_Exercise prompt_
From the material below, list every line containing "Holly".

_Given records_
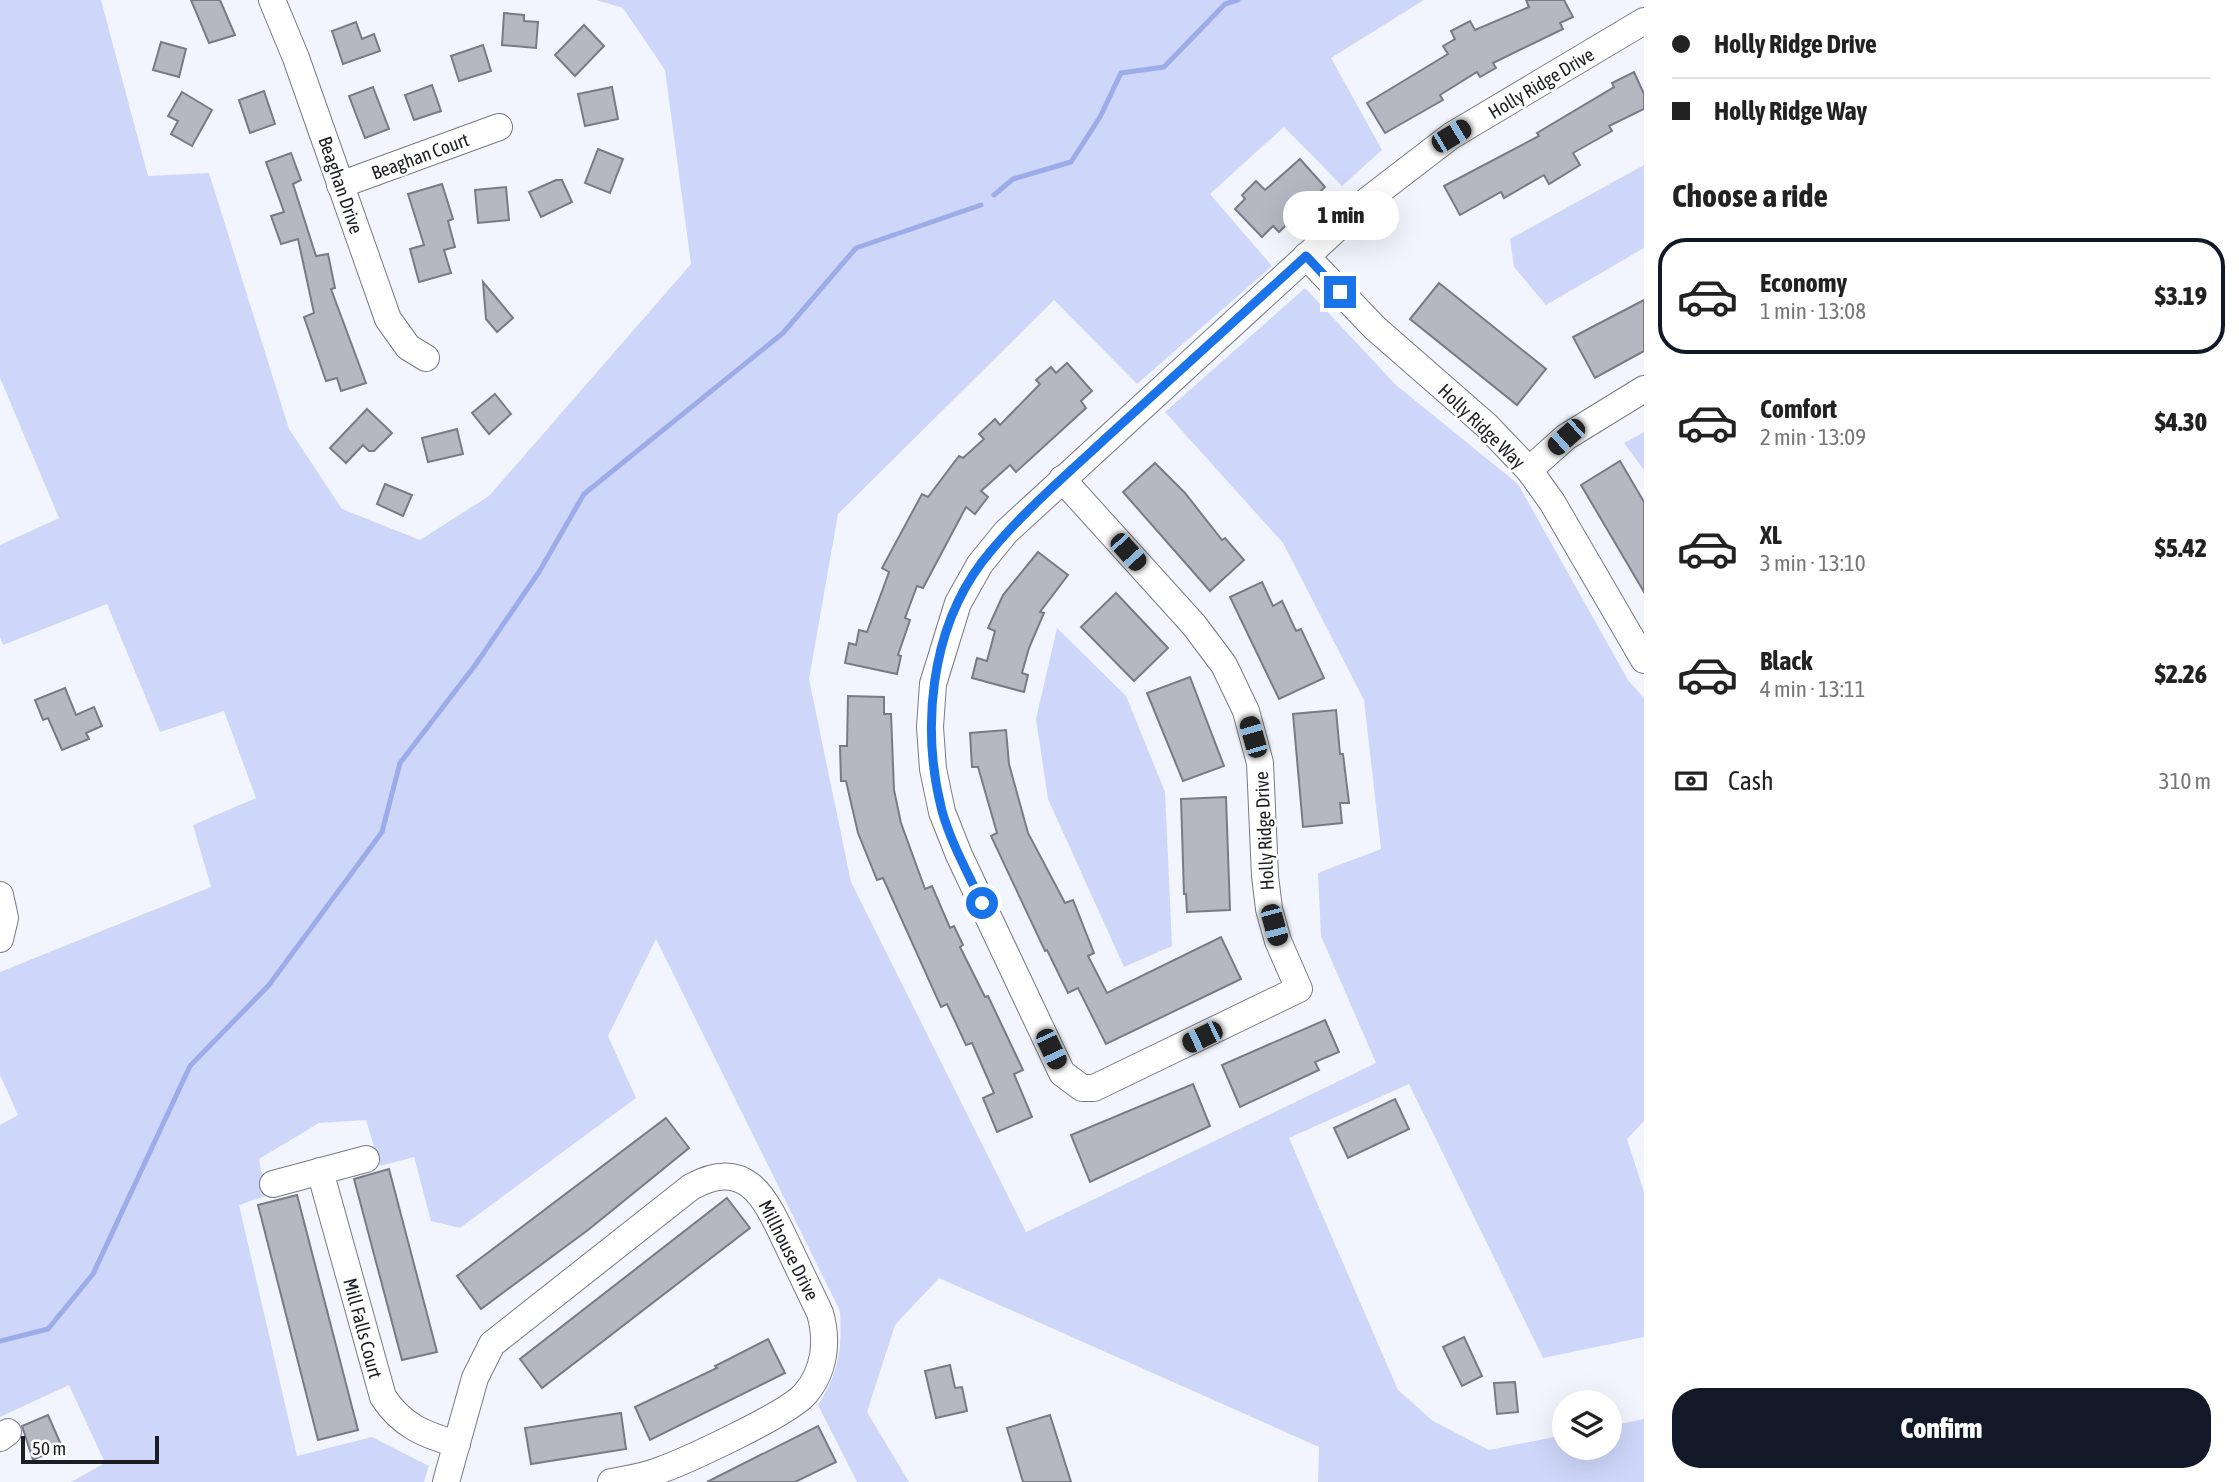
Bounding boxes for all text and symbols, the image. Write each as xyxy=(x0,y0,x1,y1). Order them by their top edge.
text: Holly Ridge Drive xyxy=(1714,29,1877,59)
street label: Holly Ridge Drive xyxy=(1484,43,1598,123)
text: Holly Ridge Way xyxy=(1714,96,1867,126)
car xyxy=(1428,116,1475,156)
street label: Beaghan Court xyxy=(368,128,472,184)
street label: Beaghan Drive xyxy=(314,133,368,237)
text: Choose a ride xyxy=(1672,177,1828,214)
callout: 1 min xyxy=(1282,190,1398,240)
text: 1 min xyxy=(1318,202,1364,228)
icon: car xyxy=(1676,265,1739,328)
text: Economy xyxy=(1760,268,1847,298)
route end xyxy=(1324,276,1356,308)
text: $3.19 xyxy=(2155,281,2207,311)
text: 1 min · 13:08 xyxy=(1760,298,1866,324)
street label: Holly Ridge Way xyxy=(1434,379,1530,473)
icon: car xyxy=(1676,391,1739,454)
text: Comfort xyxy=(1760,394,1837,424)
text: $4.30 xyxy=(2155,407,2207,437)
car xyxy=(1544,415,1589,459)
text: 2 min · 13:09 xyxy=(1760,424,1866,450)
icon: car xyxy=(1676,517,1739,580)
text: XL xyxy=(1760,520,1782,550)
car xyxy=(1107,529,1150,575)
text: $5.42 xyxy=(2155,533,2207,563)
text: 3 min · 13:10 xyxy=(1760,550,1866,576)
icon: car xyxy=(1676,643,1739,706)
text: Black xyxy=(1760,646,1812,676)
text: $2.26 xyxy=(2155,659,2207,689)
text: 4 min · 13:11 xyxy=(1760,676,1866,702)
car xyxy=(1238,714,1269,760)
icon: cash xyxy=(1672,762,1710,800)
text: Cash xyxy=(1728,766,1774,796)
text: 310 m xyxy=(2159,768,2211,794)
street label: Holly Ridge Drive xyxy=(1250,771,1278,891)
route start xyxy=(966,887,998,919)
car xyxy=(1259,902,1290,948)
car xyxy=(1179,1018,1226,1056)
car xyxy=(1033,1026,1070,1072)
street label: Millhouse Drive xyxy=(754,1196,824,1304)
street label: Mill Falls Court xyxy=(339,1275,387,1381)
button: Confirm xyxy=(1672,1388,2211,1468)
map controls xyxy=(1552,1390,1622,1460)
button: layers xyxy=(1552,1390,1622,1460)
scale bar xyxy=(21,1433,159,1465)
text: 50 m xyxy=(32,1437,66,1459)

_The completed task_
text: Holly Ridge Drive xyxy=(1714,29,1877,59)
street label: Holly Ridge Drive xyxy=(1484,43,1598,123)
text: Holly Ridge Way xyxy=(1714,96,1867,126)
street label: Holly Ridge Way xyxy=(1434,379,1530,473)
street label: Holly Ridge Drive xyxy=(1250,771,1278,891)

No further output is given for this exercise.